La tragedia si consumò poco dopo le 2 del 26 aprile 2012 quando il 47enne, titolare della tabaccheria sottostante alla sua abitazione, in piazza, sentì strani rumori provenire dal negozio. L'uomo prese la pistola, una 9 mm regolarmente detenuta, e scese imbattendosi nei ladri che stavano prelevando stecche di sigarette dopo aver sfondato la vetrina della sua tabaccheria.
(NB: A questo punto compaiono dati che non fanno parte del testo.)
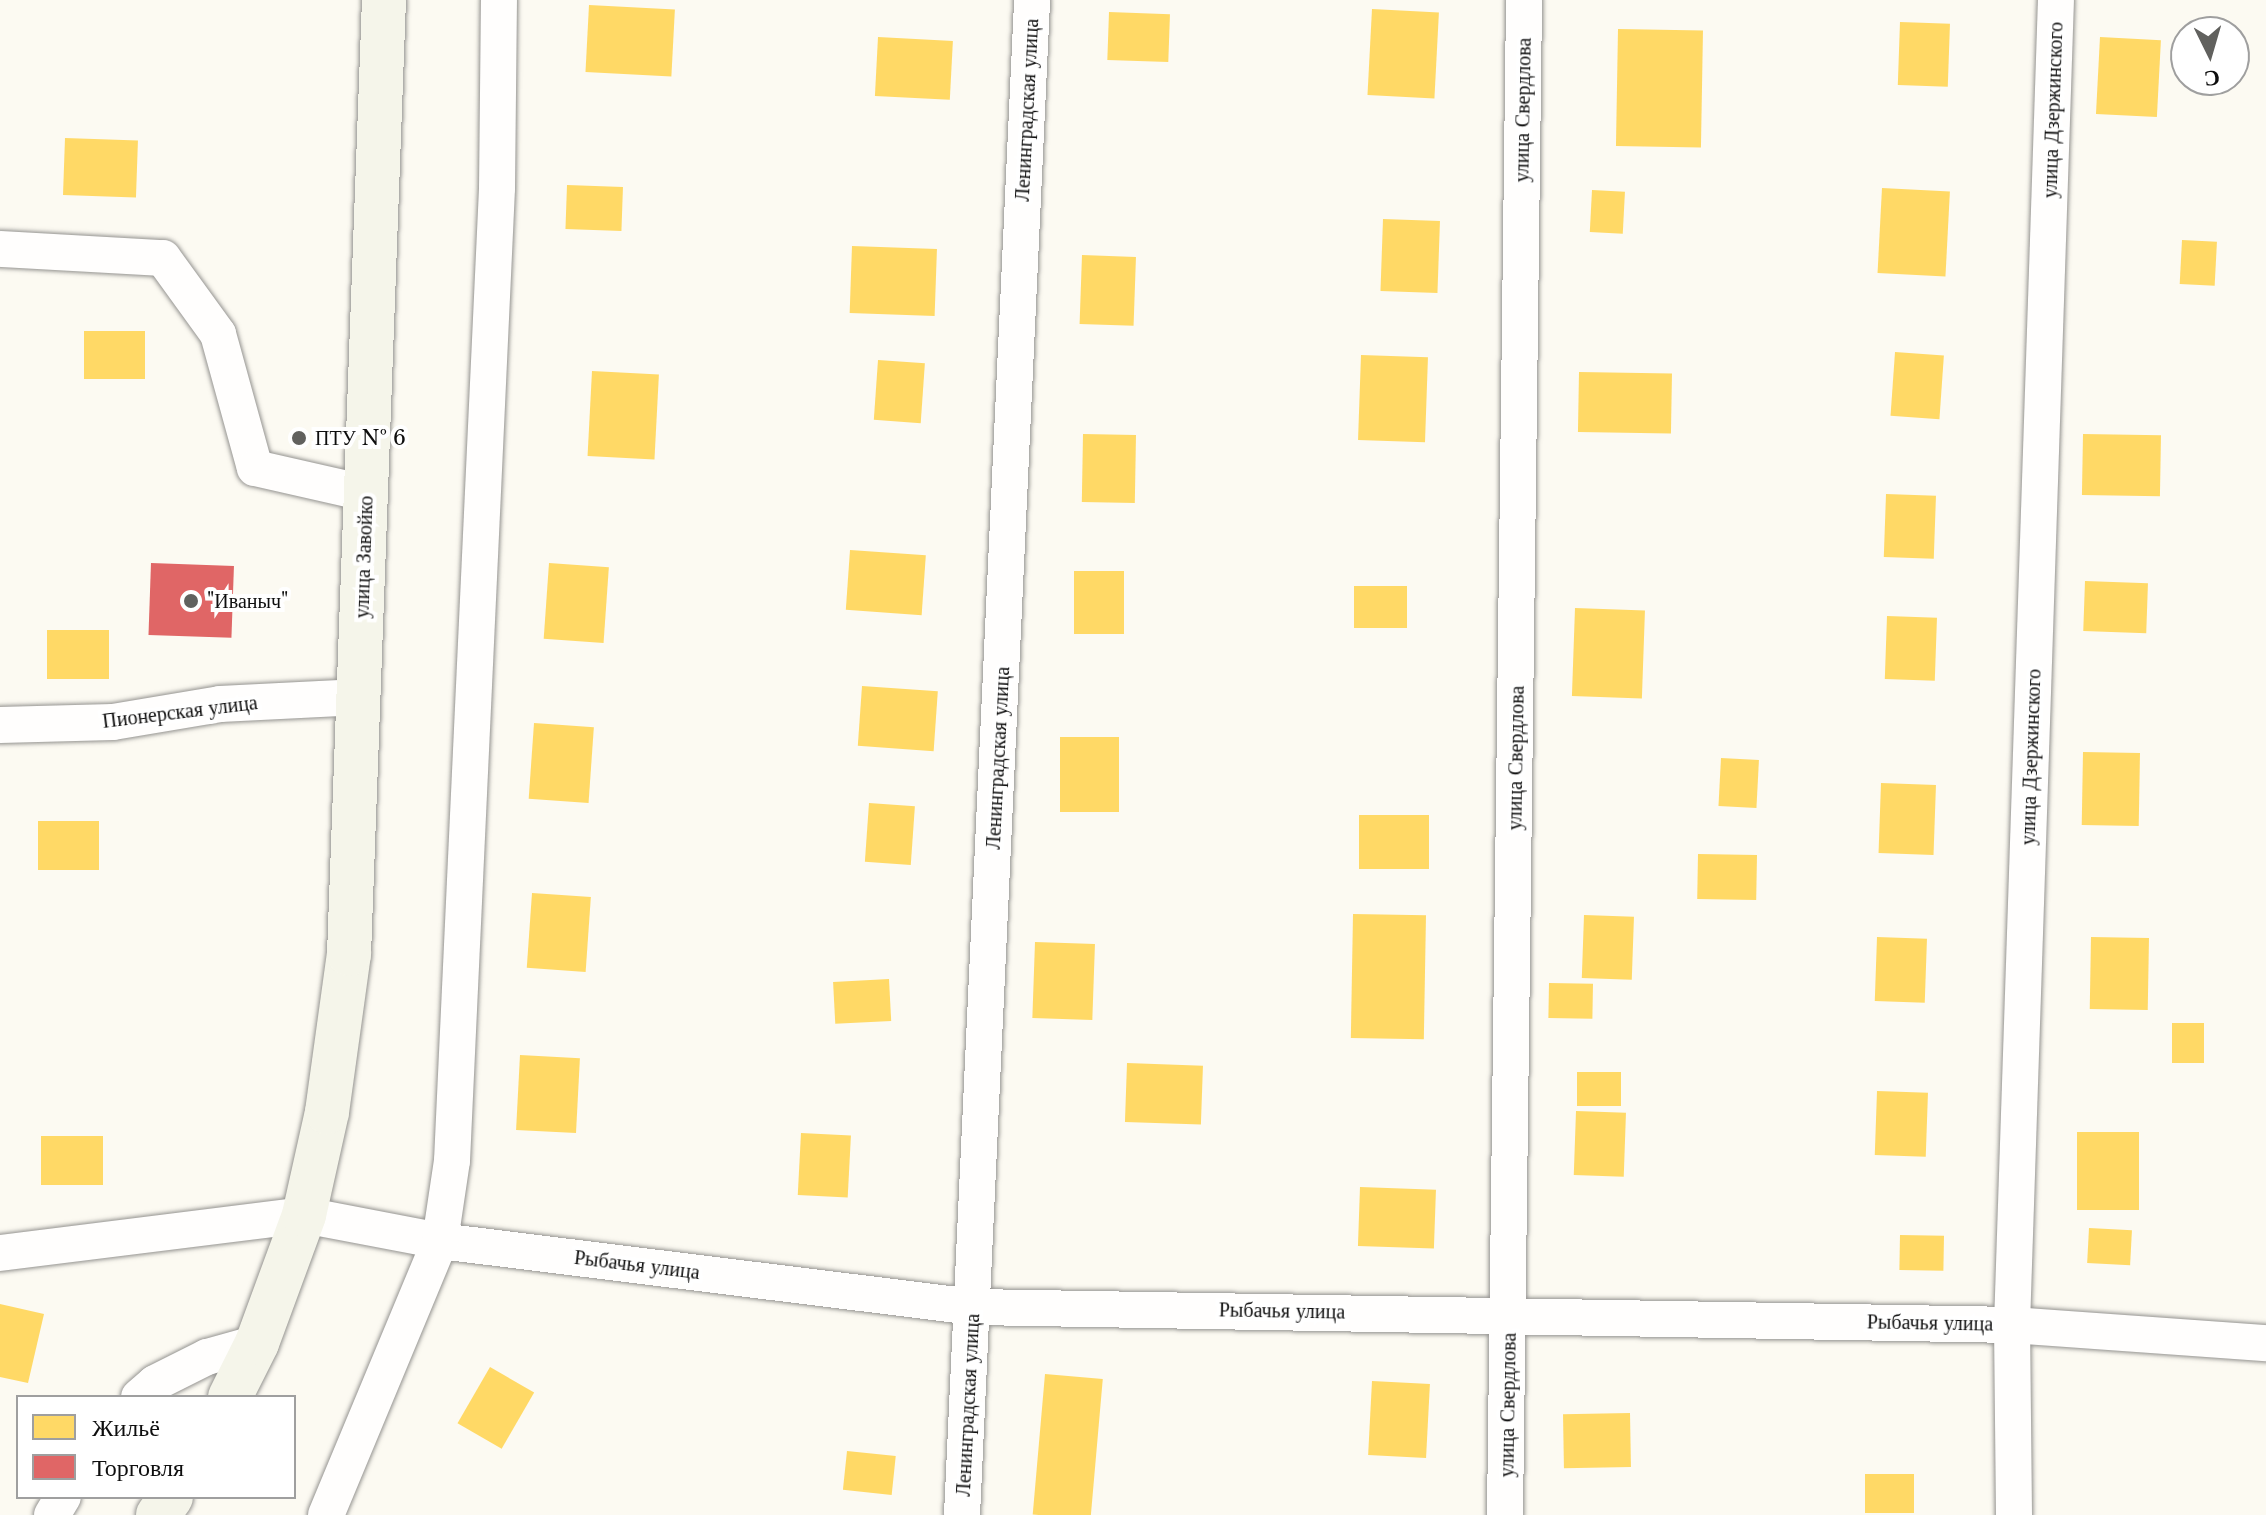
<!DOCTYPE html>
<meta charset="utf-8">
<style>
body{margin:0}
#map{position:relative;width:2266px;height:1515px;overflow:hidden;background:#fcfaf2;font-family:"Libre Baskerville",serif}
div>[style]{position:absolute}
[style*='--x']{left:calc(var(--x)*1px);top:calc(var(--y)*1px);width:calc(var(--w)*1px);rotate:calc(var(--a)*1deg)}
.homes>*{inset:0;background:#ffd966;transform-origin:0 0}
.shops>*{inset:0;background:#e06666;transform-origin:0 0}
.roads{filter:drop-shadow(0 0 2px #959491) drop-shadow(0 0 2px #959491)}
.minor>*{height:36px;margin:-18px;padding:0 18px;transform-origin:18px;border-radius:18px;background:#fffefd}
.secondary>*{height:44px;margin:-22px;padding:0 22px;transform-origin:22px;border-radius:22px;background:#f5f5ea}
.dots>*{width:22px;height:22px;translate:-50% -50%;box-sizing:border-box;border:4px solid #fff;border-radius:50%}
span{translate:-50% -50%;white-space:nowrap;text-align:center;line-height:1.15;-webkit-text-stroke:8px #fff;paint-order:stroke}
.street-label{font-size:20px;color:#0e0e0e}
.poi-label{font-size:20px;color:#0e0e0e}
.left{translate:0 -50%;text-align:left}
.legend{position:absolute;left:16px;top:1395px;width:280px;height:104px;box-sizing:border-box;background:#fff;border:2px solid #9f9f9f;margin:0;padding:10px 14px;list-style:none;font-size:24px;color:#0e0e0e}
.legend li{display:flex;align-items:center;gap:16px;height:40px}
.legend b{width:40px;border:2px solid #9f9f9f}
.north{position:absolute;left:2170px;top:16px;width:80px;height:80px;box-sizing:border-box;background:#fff;border:2px solid #9f9f9f;border-radius:50%;rotate:175deg;font-size:22px;font-weight:700;line-height:32px;text-align:center;color:#0e0e0e}
.north::after{content:'';display:block;margin:auto;width:28px;height:36px;background:#61615e;clip-path:polygon(50% 0,100% 100%,50% 72%,0 100%)}
</style>
<div id="map">
<div class="homes">
<div style="left:589px;top:5px;width:86px;height:67px;rotate:3deg"></div>
<div style="left:1372px;top:9px;width:67px;height:86px;rotate:3deg"></div>
<div style="left:1109px;top:12px;width:61px;height:48px;rotate:2deg"></div>
<div style="left:1900px;top:22px;width:50px;height:63px;rotate:2deg"></div>
<div style="left:1618px;top:29px;width:85px;height:117px;rotate:1deg"></div>
<div style="left:878px;top:37px;width:75px;height:59px;rotate:3deg"></div>
<div style="left:2100px;top:37px;width:61px;height:77px;rotate:3deg"></div>
<div style="left:65px;top:138px;width:73px;height:57px;rotate:2deg"></div>
<div style="left:567px;top:185px;width:56px;height:44px;rotate:2deg"></div>
<div style="left:1882px;top:188px;width:68px;height:85px;rotate:3deg"></div>
<div style="left:1592px;top:190px;width:33px;height:42px;rotate:3deg"></div>
<div style="left:1383px;top:219px;width:57px;height:72px;rotate:2deg"></div>
<div style="left:2182px;top:240px;width:35px;height:44px;rotate:3deg"></div>
<div style="left:852px;top:246px;width:85px;height:67px;rotate:2deg"></div>
<div style="left:1082px;top:255px;width:54px;height:69px;rotate:2deg"></div>
<div style="left:84px;top:331px;width:61px;height:48px"></div>
<div style="left:1895px;top:352px;width:49px;height:64px;rotate:4deg"></div>
<div style="left:1361px;top:355px;width:67px;height:85px;rotate:2deg"></div>
<div style="left:878px;top:360px;width:47px;height:60px;rotate:4deg"></div>
<div style="left:592px;top:371px;width:67px;height:85px;rotate:3deg"></div>
<div style="left:1579px;top:372px;width:93px;height:60px;rotate:1deg"></div>
<div style="left:1083px;top:434px;width:53px;height:68px;rotate:1deg"></div>
<div style="left:2083px;top:434px;width:78px;height:61px;rotate:1deg"></div>
<div style="left:1886px;top:494px;width:50px;height:63px;rotate:2deg"></div>
<div style="left:850px;top:550px;width:76px;height:60px;rotate:4deg"></div>
<div style="left:549px;top:563px;width:60px;height:76px;rotate:4deg"></div>
<div style="left:1074px;top:571px;width:50px;height:63px"></div>
<div style="left:2085px;top:581px;width:63px;height:50px;rotate:2deg"></div>
<div style="left:1354px;top:586px;width:53px;height:42px"></div>
<div style="left:1575px;top:608px;width:70px;height:88px;rotate:2deg"></div>
<div style="left:1887px;top:616px;width:50px;height:63px;rotate:2deg"></div>
<div style="left:109px;top:630px;width:49px;height:62px;rotate:90deg"></div>
<div style="left:862px;top:686px;width:76px;height:60px;rotate:4deg"></div>
<div style="left:534px;top:723px;width:60px;height:76px;rotate:4deg"></div>
<div style="left:1060px;top:737px;width:59px;height:75px"></div>
<div style="left:2083px;top:752px;width:57px;height:73px;rotate:1deg"></div>
<div style="left:1721px;top:758px;width:38px;height:48px;rotate:3deg"></div>
<div style="left:1881px;top:783px;width:55px;height:70px;rotate:2deg"></div>
<div style="left:869px;top:803px;width:46px;height:59px;rotate:4deg"></div>
<div style="left:1359px;top:815px;width:70px;height:54px"></div>
<div style="left:38px;top:821px;width:61px;height:49px"></div>
<div style="left:1698px;top:854px;width:59px;height:45px;rotate:1deg"></div>
<div style="left:532px;top:893px;width:59px;height:75px;rotate:4deg"></div>
<div style="left:1353px;top:914px;width:73px;height:124px;rotate:1deg"></div>
<div style="left:1584px;top:915px;width:50px;height:63px;rotate:2deg"></div>
<div style="left:1877px;top:937px;width:50px;height:64px;rotate:2deg"></div>
<div style="left:2091px;top:937px;width:58px;height:72px;rotate:1deg"></div>
<div style="left:1035px;top:942px;width:60px;height:76px;rotate:2deg"></div>
<div style="left:889px;top:979px;width:42px;height:56px;rotate:87deg"></div>
<div style="left:1549px;top:983px;width:44px;height:35px;rotate:1deg"></div>
<div style="left:2172px;top:1023px;width:32px;height:40px"></div>
<div style="left:520px;top:1055px;width:60px;height:75px;rotate:3deg"></div>
<div style="left:1127px;top:1063px;width:76px;height:59px;rotate:2deg"></div>
<div style="left:1577px;top:1072px;width:44px;height:34px"></div>
<div style="left:1877px;top:1091px;width:51px;height:64px;rotate:2deg"></div>
<div style="left:1576px;top:1111px;width:50px;height:64px;rotate:2deg"></div>
<div style="left:2077px;top:1132px;width:62px;height:78px"></div>
<div style="left:801px;top:1133px;width:50px;height:62px;rotate:3deg"></div>
<div style="left:41px;top:1136px;width:62px;height:49px"></div>
<div style="left:1360px;top:1187px;width:76px;height:59px;rotate:2deg"></div>
<div style="left:2089px;top:1228px;width:43px;height:35px;rotate:3deg"></div>
<div style="left:1900px;top:1235px;width:44px;height:35px;rotate:1deg"></div>
<div style="clip-path:polygon(0 1304px,44px 1314px,28px 1383px,0 1377px)"></div>
<div style="left:490px;top:1367px;width:51px;height:65px;rotate:30deg"></div>
<div style="left:1045px;top:1374px;width:58px;height:141px;rotate:5deg"></div>
<div style="left:1372px;top:1381px;width:58px;height:74px;rotate:3deg"></div>
<div style="left:1630px;top:1413px;width:54px;height:67px;rotate:89deg"></div>
<div style="left:847px;top:1451px;width:49px;height:39px;rotate:6deg"></div>
<div style="left:1865px;top:1474px;width:49px;height:39px"></div>
</div>
<div class="shops">
<div style="left:151px;top:563px;width:83px;height:72px;rotate:2deg"></div>
</div>
<div class="roads">
<div class="minor">
<div style="--x:0;--y:249;--w:163;--a:3.2"></div>
<div style="--x:163;--y:258;--w:94;--a:54.1"></div>
<div style="--x:218;--y:334;--w:139;--a:74.6"></div>
<div style="--x:255;--y:468;--w:113;--a:12.8"></div>
<div style="--x:0;--y:725;--w:113;--a:-1.5"></div>
<div style="--x:113;--y:722;--w:109;--a:-9.5"></div>
<div style="--x:220;--y:704;--w:140;--a:-2.9"></div>
<div style="--x:0;--y:1253;--w:306;--a:-7.1"></div>
<div style="--x:304;--y:1215;--w:138;--a:10.8"></div>
<div style="--x:440;--y:1241;--w:538;--a:7.05"></div>
<div style="--x:974;--y:1307;--w:1038;--a:0.99"></div>
<div style="--x:2012;--y:1325;--w:255;--a:4.1"></div>
<div style="--x:139;--y:1397;--w:21;--a:-41"></div>
<div style="--x:155;--y:1383;--w:58;--a:-26.6"></div>
<div style="--x:207;--y:1357;--w:52;--a:-15.6"></div>
<div style="--x:52;--y:1515;--w:21;--a:-59"></div>
<div style="--x:326;--y:1515;--w:297;--a:-67.4"></div>
<div style="--x:440;--y:1241;--w:81;--a:-81.5"></div>
<div style="--x:452;--y:1161;--w:974;--a:-87.35"></div>
<div style="--x:497;--y:188;--w:188;--a:-89.4"></div>
<div style="--x:962;--y:1515;--w:1517;--a:-87.35"></div>
<div style="--x:1505;--y:1515;--w:1515;--a:-89.28"></div>
<div style="--x:2014;--y:1515;--w:190;--a:-90.6"></div>
<div style="--x:2012;--y:1325;--w:1326;--a:-88.1"></div>
</div>
<div class="secondary">
<div style="--x:230;--y:1397;--w:60;--a:-63.4"></div>
<div style="--x:257;--y:1343;--w:136;--a:-69.8"></div>
<div style="--x:304;--y:1215;--w:106;--a:-77.4"></div>
<div style="--x:327;--y:1112;--w:160;--a:-82.1"></div>
<div style="--x:349;--y:954;--w:955;--a:-87.9"></div>
<div style="--x:158;--y:1515;--w:22;--a:-54"></div>
</div>
</div>
<div class="dots">
<div style="left:299px;top:438px;background:#61615e"></div>
<div style="left:191px;top:601px;background:#61615e"></div>
</div>
<div class="street-label">
<span style="left:1027px;top:110px;rotate:-87deg">Ленинградская улица</span>
<span style="left:1523px;top:110px;rotate:-89deg">улица Свердлова</span>
<span style="left:2053px;top:110px;rotate:-88deg">улица Дзержинского</span>
<span style="left:364px;top:557px;rotate:-88deg">улица Завойко</span>
<span style="left:180px;top:712px;rotate:-7deg">Пионерская улица</span>
<span style="left:2031px;top:757px;rotate:-88deg">улица Дзержинского</span>
<span style="left:998px;top:758px;rotate:-87deg">Ленинградская улица</span>
<span style="left:1516px;top:758px;rotate:-89deg">улица Свердлова</span>
<span style="left:637px;top:1265px;rotate:7deg">Рыбачья улица</span>
<span style="left:1282px;top:1311px;rotate:1deg">Рыбачья улица</span>
<span style="left:1930px;top:1323px;rotate:1deg">Рыбачья улица</span>
<span style="left:968px;top:1405px;rotate:-87deg">Ленинградская улица</span>
<span style="left:1508px;top:1405px;rotate:-89deg">улица Свердлова</span>
</div>
<div class="poi-label">
<span class="left" style="left:315px;top:438px">ПТУ № 6</span>
<span class="left" style="left:207px;top:601px">"Иваныч"</span>
</div>
<ul class="legend">
<li><b style="height:22px;background:#ffd966"></b>Жильё</li>
<li><b style="height:22px;background:#e06666"></b>Торговля</li>
</ul>
<div class="north">С</div>
</div>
Secondo la ricostruzione dei carabinieri Birolo esplose un colpo che raggiunse al petto uno dei malviventi, il complice si accovacciò dietro al bancone in preda alla paura. Sanguinante il bandito ferito uscì dal negozio, percorse una quarantina di metri e poi cadde a terra, poco lontano da una Fiat Punto risultata rubata carica di sigarette. Il connazionale aiutò poi i carabinieri a cercare di dare una identità alla vittima.

Secondo Maurizio Piccolo dell’Associazione utenti delle armi: “La sentenza non è stata emessa solo contro Birolo ma nei confronti del diritto alla sicurezza, alla tutela e alla difesa dei propri cari e dei propri beni, e anche al diritto alla corretta applicazione della legge, soprattutto quando questa non richiede interpretazione e viene puntualmente disattesa, in fondo questa sentenza è stata emessa contro tutto il popolo italiano. (…) Lo stesso pm aveva chiesto l'assoluzione. Il risarcimento comminato poi sfiora il ridicolo, dato che è ampiamente superiore alla media dei risarcimenti per fatti colposi comminati a grandi aziende autori di omicidi per non aver tutelato la sicurezza dei lavoratori e dei cittadini. Il giudizio e l'applicazione del diritto è diventato uno strumento politico ed arbitrario, e la magistratura non fa nulla per arginare tale deriva rendendo la vittima colpevole come se fosse l’aggressore”.